30ème Biennale d’Issy : Interview Laure Malherbe, commissaire invitée 

Florian Jayet, Série Les bateaux voguent dans le ciel d’autrefois 2025 courtesy de l’artiste

A l’occasion des 30 ans de la Biennale d’Issy, Sophie Deschamps, présidente Anne Malherbe, critique d’art et commissaire ont conçu une narration autour de l’eau, matière plastique et symbolique, résolument « intranquille ». La soixantaine d’artistes réunis, émergents ou plus confirmés se saisit de cette surface de projection et d’expérimentation autour de questionnements et mediums multiples. Anne Malherbe nous décrypte la méthodologie, les processus et critères de sélection, le parcours qui se dessine dans le musée de la carte à jouer et au-delà. Parmi les révélations : l’œuvre d’Esmeralda Kosmatopoulos sur le destin des migrants de l’île de Lesbos, le projet de Guillaume Barth (affiche de la Biennale) réalisé avec les communautés Aymaras du grand désert de sel de Bolivie, les cartographies d’Elsa Guillaume à la Station Biologique de Roscoff, les détournements de fluides de Dewar et Gicquel, les monochromes immersif de Nicolas Floc’h… entre autres surgissements. Anne Malherbe a répondu à mes questions. 

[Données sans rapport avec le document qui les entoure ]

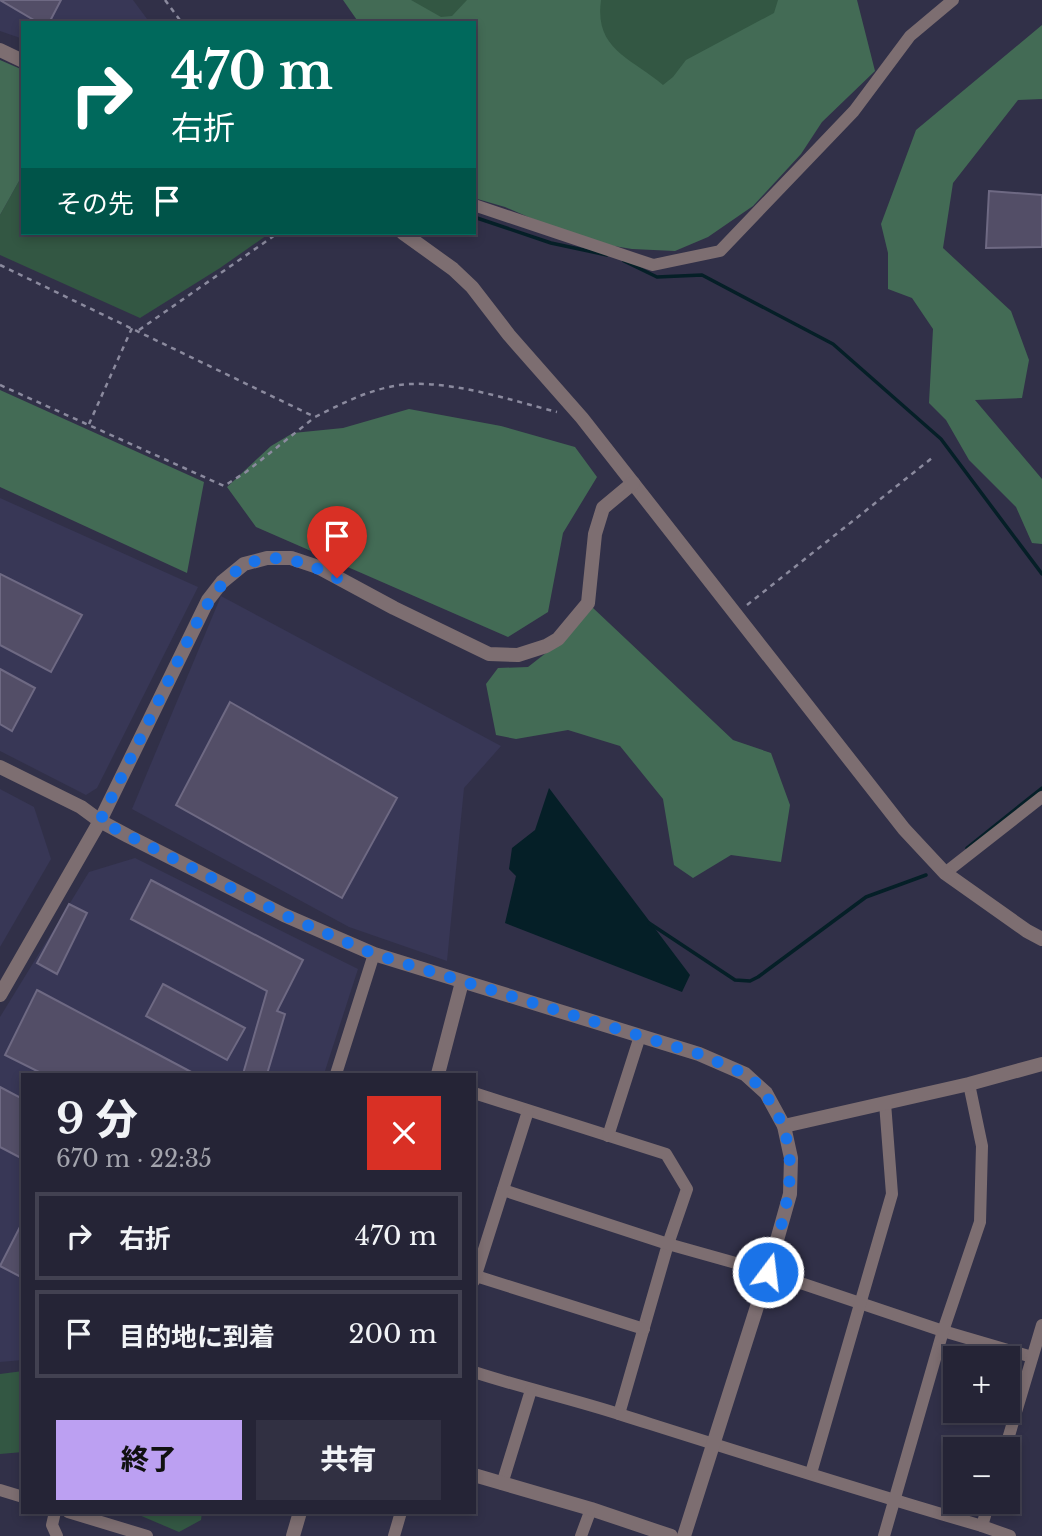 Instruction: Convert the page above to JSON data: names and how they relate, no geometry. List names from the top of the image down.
{
  "page": {
    "turn": ["470 m", "右折"],
    "then": "その先",
    "heading": ["9 分", "670 m · 22:35"],
    "list": [
      {
        "name": "右折",
        "value": "470 m"
      },
      {
        "name": "目的地に到着",
        "value": "200 m"
      }
    ],
    "map_buttons": ["+", "−"],
    "buttons": ["終了", "共有"]
  }
}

Guillaume Barth, Elina, 2015, photographie de la sculpture en sel et eau 300 cm de diamètre, Bolivie, projet Elina, 2013-2015 © Guillaume Barth

Comment avez-vous construit cette proposition avec Sophie Deschamps ? 

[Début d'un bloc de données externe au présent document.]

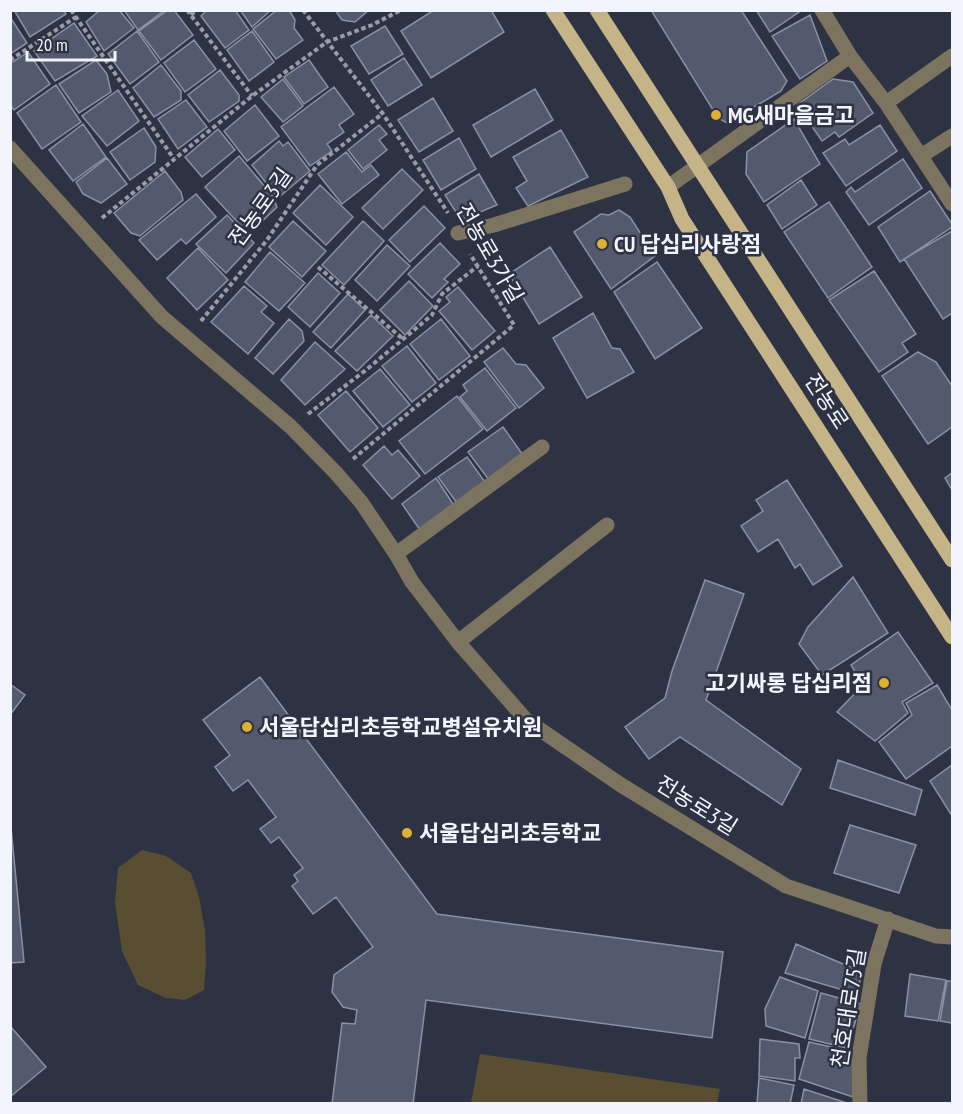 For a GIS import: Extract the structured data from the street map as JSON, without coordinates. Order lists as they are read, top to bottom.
{
  "streets": {
    "main road": ["전농로"],
    "street": ["전농로3길", "천호대로75길"],
    "path": ["전농로3가길"]
  },
  "crossings": [
    ["전농로3길", "전농로3가길"],
    ["전농로3길", "천호대로75길"]
  ],
  "places": [
    "MG새마을금고",
    "CU 답십리사랑점",
    "고기싸롱 답십리점",
    "서울답십리초등학교병설유치원",
    "서울답십리초등학교"
  ],
  "scale_bar": "20 m"
}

L’idée de la Biennale d’Issy est de proposer aux artistes un thème qui puisse être abordé par toutes sortes de médiums et à partir de points de vue différents. Le thème de l’eau est à la fois intemporel, il appartient pleinement à l’histoire de l’art, mais c’est aussi évidemment un thème d’actualité. Parler de « l’eau intranquille », c’était une façon de mettre l’accent sur la multiplicité de ce thème, sur ses ambivalences, loin de l’image lisse, de carte postale, qu’on pourrait en avoir.

Marlon Wobst, Purple Sea 2024 courtesy de l’artiste & galerie Maria Lund

Comment les artistes s’emparent-ils du thème de l’eau ? 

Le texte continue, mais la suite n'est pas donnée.